Until recently, a 6-month support conversation between a customer and a brand couldn't be passed to the AI model in a single call. You had to summarize, trim, vectorize and retrieve chunks via RAG. It worked, but it lost nuance: historical tone, prior decisions, the customer's exact phrasing, contradictions across sessions.
With the release of models with 1 million-token windows (Claude Sonnet 4.6, GPT-5, Gemini 2.5 Pro), the math changes. The question is no longer what to summarize, but when summarization is still worth it. This guide covers what gets unlocked and what problems it surprisingly doesn't solve.
The new arithmetic
A million tokens is roughly 750,000 words. To size it:
- A typical WhatsApp support conversation: 500-2,000 words / month per active customer
- A full 12-month history with one customer: ~25,000 words
- All product documentation + policies + internal FAQs: 50,000-150,000 words
- Operations manual of a mid-sized company: 200,000-400,000 words
With 1M tokens, you can hand the model the full customer history + all documentation + the last 50 similar-case conversations and still have room to spare. No RAG, no loss.
What becomes viable
1. Longitudinal customer memory, no embeddings needed
Before: you vectorized every prior conversation, did top-k similarity, retrieved snippets. Useful but noisy.
Now: load the customer's full history as context. The model remembers that in March they said they prefer WhatsApp in the morning, that their kid is 4, that they had a claim in 2024. That context persists turn by turn with no retrieval work.
2. Instant onboarding for new agents
Load the entire operations manual, all policies, the last 6 months of human-resolved cases as examples. A freshly-instantiated "junior" AI agent has access to the equivalent of a human's 6-month onboarding, without additional training.
3. Cohort analysis of conversations
An ops team can ask the model "read these 200 complaint conversations from last month and give me the top 5 patterns with verbatim quotes". Before required a custom NLP pipeline; now it's a long-context call.
4. Long-form research with sources
Processing 30 regulatory PDFs from a country and extracting clauses relevant to a specific case. Useful in insurance, banking, legal — where you previously had to do RAG with re-ranking.
5. Living contracts with history
A conversation that started in January and continues in August can be a single continuous session for the model. The customer who returns after months finds an AI that remembers exactly what was discussed.
What it does NOT solve
This is where most announcements skip the fine print:
1. Linear cost with context
Processing 1M tokens costs significantly more than 100K. If you load the full history on every turn for every customer, cost scales ugly. Two mitigations: prompt caching (cache the invariant context to cheapen reuse), and tiering (heavy context only on critical turns, not every greeting).
2. Latency
More context = more latency. On WhatsApp the customer waits seconds, not minutes. The strategy that works best: medium context on hot path (~50-100K tokens), large context in background for analysis or hard decisions.
3. Lost in the middle
Even though the model "sees" 1M tokens, its attention isn't uniform. Information in the middle of the prompt tends to have lower recall than info at the start or end. For production, it still pays to structure context well and place critical info in favorable positions.
4. Privacy and retention
Loading a customer's full history on each call means that data travels to the API every turn. For regulated sectors (health, finance), this can clash with data minimization policies. Solution: pseudonymization + flags for what info can leave.
5. Source quality
If you load 200K tokens of "everything we know about the customer" but that data is mixed with inconsistent internal notes, the model may use the wrong piece. More context does not substitute for source curation.

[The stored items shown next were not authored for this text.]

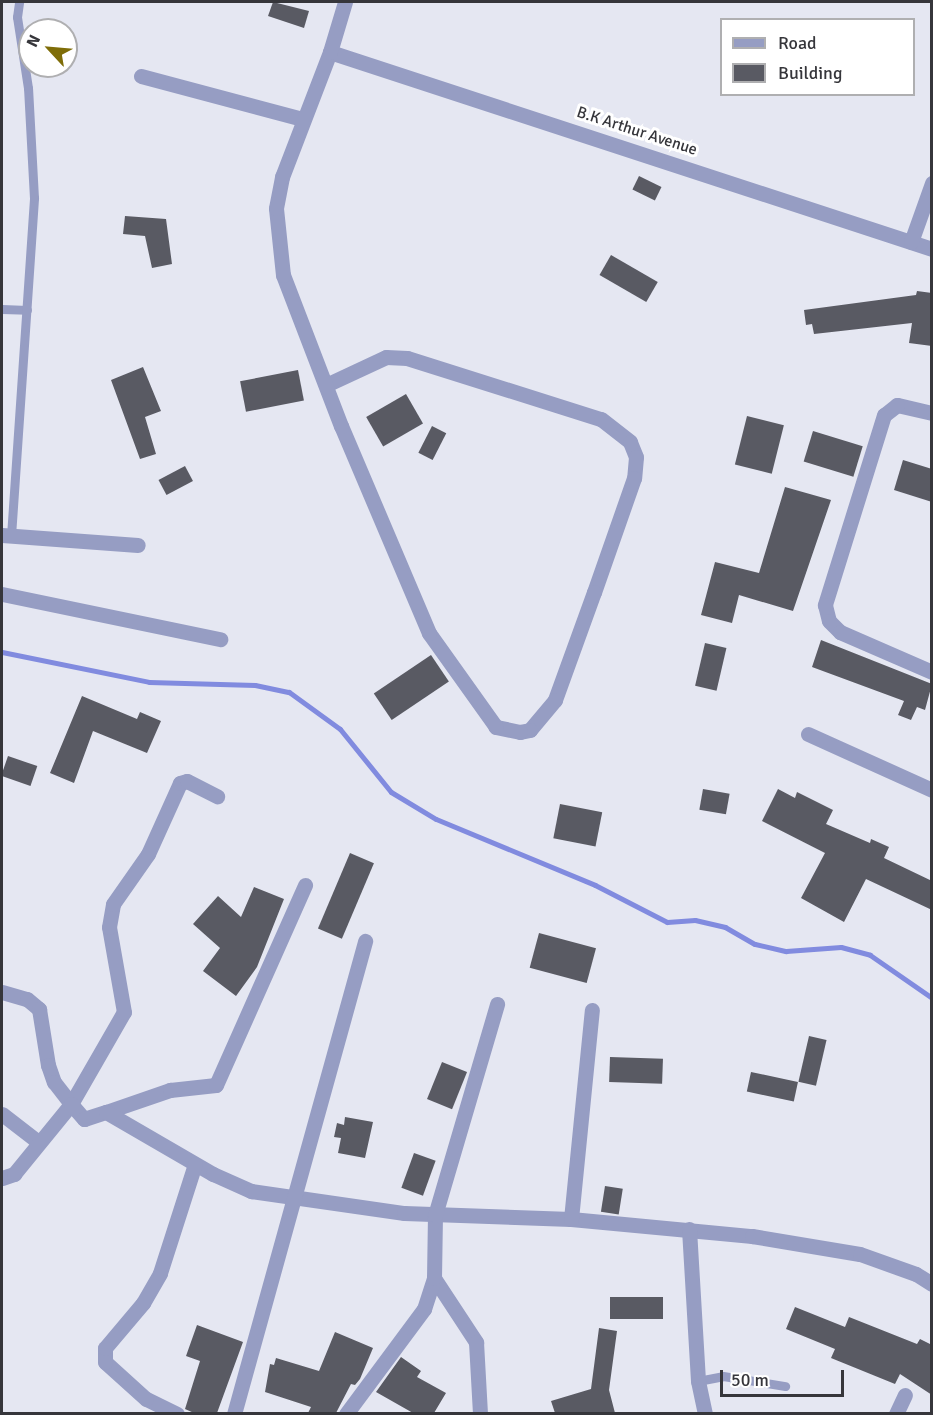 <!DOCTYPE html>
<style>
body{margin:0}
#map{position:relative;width:933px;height:1415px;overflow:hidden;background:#e5e7f2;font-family:Signika,sans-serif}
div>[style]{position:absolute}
.stream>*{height:5px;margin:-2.5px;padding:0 2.5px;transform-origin:2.5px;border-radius:2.5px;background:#818bdf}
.building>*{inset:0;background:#595a63;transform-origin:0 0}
.lane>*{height:9px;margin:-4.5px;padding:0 4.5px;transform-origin:4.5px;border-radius:4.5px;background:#969dc3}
.street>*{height:15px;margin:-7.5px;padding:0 7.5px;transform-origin:7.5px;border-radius:7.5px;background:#969dc3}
span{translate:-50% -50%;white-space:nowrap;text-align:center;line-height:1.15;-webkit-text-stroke:6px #fff;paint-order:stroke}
.street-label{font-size:16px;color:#36363b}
.frame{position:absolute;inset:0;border:3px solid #36363b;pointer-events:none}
.legend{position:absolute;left:720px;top:18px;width:195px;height:78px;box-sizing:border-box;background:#fff;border:2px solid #afafb1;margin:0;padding:8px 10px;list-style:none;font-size:18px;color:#36363b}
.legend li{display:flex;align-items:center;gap:12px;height:30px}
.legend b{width:30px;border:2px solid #afafb1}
.north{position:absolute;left:18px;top:18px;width:60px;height:60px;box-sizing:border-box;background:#fff;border:2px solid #afafb1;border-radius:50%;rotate:296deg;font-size:16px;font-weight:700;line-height:24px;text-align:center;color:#36363b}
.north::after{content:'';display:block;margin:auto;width:21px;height:27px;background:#7f6d08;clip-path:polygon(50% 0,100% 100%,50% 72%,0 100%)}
.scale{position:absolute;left:720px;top:1370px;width:124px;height:27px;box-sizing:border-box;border:3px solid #36363b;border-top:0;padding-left:8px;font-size:18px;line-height:21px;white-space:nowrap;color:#36363b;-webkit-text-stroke:4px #fff;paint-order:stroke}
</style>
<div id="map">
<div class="stream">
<div style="left:2px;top:652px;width:150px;rotate:11.5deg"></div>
<div style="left:149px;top:682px;width:106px;rotate:1.6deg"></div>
<div style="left:255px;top:685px;width:35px;rotate:12deg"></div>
<div style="left:289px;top:692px;width:63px;rotate:36deg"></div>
<div style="left:340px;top:729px;width:81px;rotate:51deg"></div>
<div style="left:391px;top:792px;width:52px;rotate:31deg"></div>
<div style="left:436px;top:819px;width:172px;rotate:22.5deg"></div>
<div style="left:595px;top:885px;width:81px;rotate:27.2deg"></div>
<div style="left:667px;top:922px;width:28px;rotate:-4deg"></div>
<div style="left:695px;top:920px;width:31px;rotate:13deg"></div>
<div style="left:725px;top:927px;width:34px;rotate:30deg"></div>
<div style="left:755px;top:944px;width:32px;rotate:13deg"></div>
<div style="left:786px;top:951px;width:55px;rotate:-4.2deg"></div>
<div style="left:841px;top:947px;width:30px;rotate:15deg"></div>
<div style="left:870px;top:955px;width:75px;rotate:34.7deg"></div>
</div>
<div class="building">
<div style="clip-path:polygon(273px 2px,309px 11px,304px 28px,268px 16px)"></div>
<div style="left:639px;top:176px;width:25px;height:15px;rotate:26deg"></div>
<div style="clip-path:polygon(125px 216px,166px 219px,172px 264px,152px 268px,145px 236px,123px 234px)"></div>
<div style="left:611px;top:255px;width:54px;height:23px;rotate:30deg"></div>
<div style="clip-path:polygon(917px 291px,932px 293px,932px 346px,909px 343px,912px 323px,814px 334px,812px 324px,806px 325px,804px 310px,916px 295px)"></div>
<div style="clip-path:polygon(143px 367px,161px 411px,145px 417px,156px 454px,140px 459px,111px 380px)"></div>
<div style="left:298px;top:370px;width:31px;height:59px;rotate:79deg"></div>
<div style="left:406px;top:394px;width:34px;height:46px;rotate:60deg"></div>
<div style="left:747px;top:416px;width:38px;height:50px;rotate:14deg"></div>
<div style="left:432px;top:426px;width:16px;height:30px;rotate:27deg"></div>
<div style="left:813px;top:431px;width:52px;height:32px;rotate:17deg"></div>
<div style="clip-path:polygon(903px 460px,932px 469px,932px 502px,894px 490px)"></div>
<div style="left:185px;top:466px;width:17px;height:30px;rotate:62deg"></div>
<div style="clip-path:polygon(785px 487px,831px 500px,793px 611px,739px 595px,732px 623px,701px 615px,715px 562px,759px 573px)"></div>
<div style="clip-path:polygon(821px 640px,932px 684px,925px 710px,917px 707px,911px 720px,898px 715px,904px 701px,812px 667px)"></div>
<div style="left:705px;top:643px;width:22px;height:44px;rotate:13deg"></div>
<div style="left:431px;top:655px;width:32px;height:69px;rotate:56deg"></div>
<div style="clip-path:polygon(82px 696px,137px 719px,140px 712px,161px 721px,147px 753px,93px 731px,74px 783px,50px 773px)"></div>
<div style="left:8px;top:756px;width:31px;height:21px;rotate:19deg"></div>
<div style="left:703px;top:789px;width:27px;height:21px;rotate:10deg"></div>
<div style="clip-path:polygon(778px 789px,795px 798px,797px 792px,833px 810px,826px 824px,870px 843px,871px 839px,889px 847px,884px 858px,932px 881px,932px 910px,866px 879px,844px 922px,801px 898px,825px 853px,762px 821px)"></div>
<div style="left:560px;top:804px;width:43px;height:35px;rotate:11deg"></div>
<div style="left:350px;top:853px;width:26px;height:82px;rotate:23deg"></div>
<div style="clip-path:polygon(254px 887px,284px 899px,257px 967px,236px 996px,203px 971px,220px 948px,193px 924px,218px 896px,241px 917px)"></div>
<div style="left:539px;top:933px;width:59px;height:36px;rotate:15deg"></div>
<div style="left:809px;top:1036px;width:18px;height:47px;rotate:13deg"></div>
<div style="left:610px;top:1057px;width:53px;height:25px;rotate:2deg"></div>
<div style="left:442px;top:1062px;width:27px;height:40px;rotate:22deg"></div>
<div style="left:751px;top:1072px;width:48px;height:20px;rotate:12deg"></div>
<div style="clip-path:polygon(345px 1117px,373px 1122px,365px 1158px,338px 1153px,341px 1138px,334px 1137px,337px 1123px,344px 1125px)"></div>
<div style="left:414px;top:1153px;width:23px;height:37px;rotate:20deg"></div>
<div style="left:605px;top:1186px;width:18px;height:26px;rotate:9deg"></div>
<div style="left:663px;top:1297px;width:22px;height:53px;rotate:90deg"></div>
<div style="clip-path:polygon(795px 1307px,845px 1327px,849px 1317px,917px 1344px,920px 1339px,932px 1345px,932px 1395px,900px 1374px,895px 1384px,831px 1358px,835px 1349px,786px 1329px)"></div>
<div style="clip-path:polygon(197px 1325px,243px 1342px,217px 1413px,194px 1413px,185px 1409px,200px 1361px,186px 1356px)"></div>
<div style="clip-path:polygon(599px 1328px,617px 1331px,609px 1390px,615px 1413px,555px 1413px,551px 1401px,591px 1389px)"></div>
<div style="clip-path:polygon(335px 1332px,373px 1348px,360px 1379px,355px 1385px,351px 1384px,336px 1413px,308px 1413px,311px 1407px,265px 1392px,270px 1364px,274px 1365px,276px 1358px,319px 1371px)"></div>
<div style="clip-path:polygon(401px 1357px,421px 1371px,417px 1377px,446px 1393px,434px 1413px,413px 1413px,376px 1392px)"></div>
</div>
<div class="lane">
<div style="left:2px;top:309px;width:25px;rotate:2deg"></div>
<div style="left:11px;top:536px;width:339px;rotate:-86.1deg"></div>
<div style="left:34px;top:198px;width:110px;rotate:-93.1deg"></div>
<div style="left:28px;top:88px;width:72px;rotate:-98.8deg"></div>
<div style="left:17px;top:17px;width:15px;rotate:-82deg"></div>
<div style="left:698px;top:1381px;width:25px;rotate:-11deg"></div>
<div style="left:723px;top:1376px;width:63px;rotate:9.2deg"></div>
</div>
<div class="street">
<div style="left:330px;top:52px;width:633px;rotate:18.12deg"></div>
<div style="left:141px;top:76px;width:168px;rotate:14.9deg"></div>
<div style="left:911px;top:242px;width:63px;rotate:-70.4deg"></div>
<div style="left:326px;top:385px;width:66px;rotate:-25deg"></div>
<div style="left:386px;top:357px;width:21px;rotate:3deg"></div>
<div style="left:407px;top:358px;width:203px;rotate:17.5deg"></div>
<div style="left:601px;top:419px;width:37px;rotate:38deg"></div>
<div style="left:630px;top:442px;width:16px;rotate:68deg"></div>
<div style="left:636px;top:457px;width:21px;rotate:95deg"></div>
<div style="left:634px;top:478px;width:121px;rotate:109.3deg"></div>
<div style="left:594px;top:592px;width:115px;rotate:109.9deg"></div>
<div style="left:555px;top:700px;width:39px;rotate:130deg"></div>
<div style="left:530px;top:730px;width:10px;rotate:169deg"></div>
<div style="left:520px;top:732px;width:25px;rotate:-168deg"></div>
<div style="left:496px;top:727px;width:115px;rotate:-125.5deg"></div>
<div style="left:429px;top:633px;width:225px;rotate:-113deg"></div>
<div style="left:341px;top:426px;width:162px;rotate:-111deg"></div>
<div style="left:283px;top:275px;width:67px;rotate:-96deg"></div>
<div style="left:276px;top:208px;width:32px;rotate:-79deg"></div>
<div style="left:282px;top:177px;width:134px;rotate:-69deg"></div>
<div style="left:330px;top:52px;width:52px;rotate:-73.3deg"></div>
<div style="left:932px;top:413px;width:36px;rotate:-167deg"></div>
<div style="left:897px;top:405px;width:16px;rotate:142deg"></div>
<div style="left:884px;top:415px;width:199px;rotate:107.3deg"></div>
<div style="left:825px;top:605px;width:16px;rotate:76deg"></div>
<div style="left:829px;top:621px;width:16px;rotate:45deg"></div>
<div style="left:840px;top:632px;width:100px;rotate:23.5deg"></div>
<div style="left:2px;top:535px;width:136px;rotate:4.2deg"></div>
<div style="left:2px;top:594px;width:223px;rotate:11.7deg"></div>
<div style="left:808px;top:734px;width:136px;rotate:24.3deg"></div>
<div style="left:2px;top:992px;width:26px;rotate:16deg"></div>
<div style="left:27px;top:999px;width:16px;rotate:40deg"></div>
<div style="left:39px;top:1009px;width:57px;rotate:80.9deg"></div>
<div style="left:48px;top:1065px;width:18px;rotate:71deg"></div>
<div style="left:54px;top:1082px;width:28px;rotate:52deg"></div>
<div style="left:71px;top:1104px;width:106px;rotate:-60.1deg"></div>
<div style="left:124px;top:1012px;width:86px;rotate:-100deg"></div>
<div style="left:109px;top:927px;width:23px;rotate:-80deg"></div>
<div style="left:113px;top:904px;width:61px;rotate:-55deg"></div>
<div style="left:148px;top:854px;width:78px;rotate:-65.7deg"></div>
<div style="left:180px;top:783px;width:7px;rotate:-16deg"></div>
<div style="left:187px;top:781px;width:34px;rotate:27deg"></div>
<div style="left:106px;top:1112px;width:68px;rotate:-19deg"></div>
<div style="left:170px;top:1090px;width:46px;rotate:-6.2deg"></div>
<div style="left:216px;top:1085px;width:219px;rotate:-66deg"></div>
<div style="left:2px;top:1114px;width:44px;rotate:37.6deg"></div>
<div style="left:2px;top:1178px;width:13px;rotate:-18deg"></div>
<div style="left:14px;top:1174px;width:90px;rotate:-50.8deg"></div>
<div style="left:71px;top:1104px;width:20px;rotate:49deg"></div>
<div style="left:84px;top:1119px;width:23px;rotate:-18deg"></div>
<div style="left:106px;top:1112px;width:124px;rotate:30.1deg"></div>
<div style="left:213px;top:1174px;width:42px;rotate:24.1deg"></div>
<div style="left:251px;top:1191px;width:155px;rotate:8.2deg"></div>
<div style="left:404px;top:1213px;width:167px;rotate:2.1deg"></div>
<div style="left:571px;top:1219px;width:182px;rotate:5.4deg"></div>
<div style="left:752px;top:1236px;width:109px;rotate:9.5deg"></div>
<div style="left:860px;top:1254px;width:59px;rotate:19.7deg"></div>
<div style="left:916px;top:1274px;width:19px;rotate:32deg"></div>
<div style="left:571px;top:1219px;width:210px;rotate:-84.3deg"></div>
<div style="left:689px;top:1229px;width:152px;rotate:86.6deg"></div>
<div style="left:698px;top:1381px;width:34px;rotate:78deg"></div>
<div style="left:434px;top:1278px;width:77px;rotate:56.7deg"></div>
<div style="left:476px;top:1342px;width:72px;rotate:86.8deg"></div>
<div style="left:177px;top:1414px;width:34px;rotate:-154deg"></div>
<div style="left:146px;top:1399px;width:55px;rotate:-137.9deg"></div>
<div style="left:105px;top:1362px;width:14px;rotate:-90deg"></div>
<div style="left:105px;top:1348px;width:59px;rotate:-49.8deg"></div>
<div style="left:143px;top:1303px;width:34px;rotate:-60deg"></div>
<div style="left:160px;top:1273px;width:114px;rotate:-72.2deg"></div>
<div style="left:234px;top:1414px;width:491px;rotate:-74.5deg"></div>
<div style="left:346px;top:1414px;width:131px;rotate:-53.4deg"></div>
<div style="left:424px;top:1309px;width:33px;rotate:-72deg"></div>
<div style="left:434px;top:1278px;width:63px;rotate:-89.1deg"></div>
<div style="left:435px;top:1215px;width:220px;rotate:-73.6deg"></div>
<div style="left:896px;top:1414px;width:21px;rotate:-65deg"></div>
</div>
<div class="street-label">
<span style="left:637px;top:131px;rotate:18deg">B.K Arthur Avenue</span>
</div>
<div class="frame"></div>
<ul class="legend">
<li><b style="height:8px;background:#969dc3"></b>Road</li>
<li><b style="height:16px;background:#595a63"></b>Building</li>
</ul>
<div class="north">N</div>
<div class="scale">50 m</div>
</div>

The pattern that's working: stratified context
In well-designed LATAM implementations, the pattern that delivers best results is stratifying context in layers:
- Layer 1 — Identity (always, ~2K tokens): customer profile, declared preferences, language, tone.
- Layer 2 — Current session (always, ~5K tokens): the last 50 turns of the active thread.
- Layer 3 — Recent history (on demand, ~30K tokens): last 5 conversations / interactions.
- Layer 4 — Deep history (only when complex case is detected, ~200K tokens): full history + documentation + policies.
The model only accesses Layer 4 when an upstream classifier flags the case as "needs deep context" — major claims handling, tier-2 escalation, post-mortem analysis. 80% of interactions don't need it.
Implication for Keebai and similar platforms
For us, the practical change is that we no longer need huge RAG pipelines for cases that previously required them. That simplifies the stack, reduces failure points and opens new use cases (longitudinal support, agents with persistent memory, cohort analysis).
But discipline remains the same: curate the source well, stratify access, measure what the model is using, control costs. The 1M window is a lever, not a magic wand.
Next steps
If your operation already uses AI with RAG, it's worth auditing: there are likely 1-2 pipelines where RAG no longer adds value and can be simplified to direct long-context. That audit alone can lower latency, reduce infra costs (Pinecone, Weaviate) and improve response quality.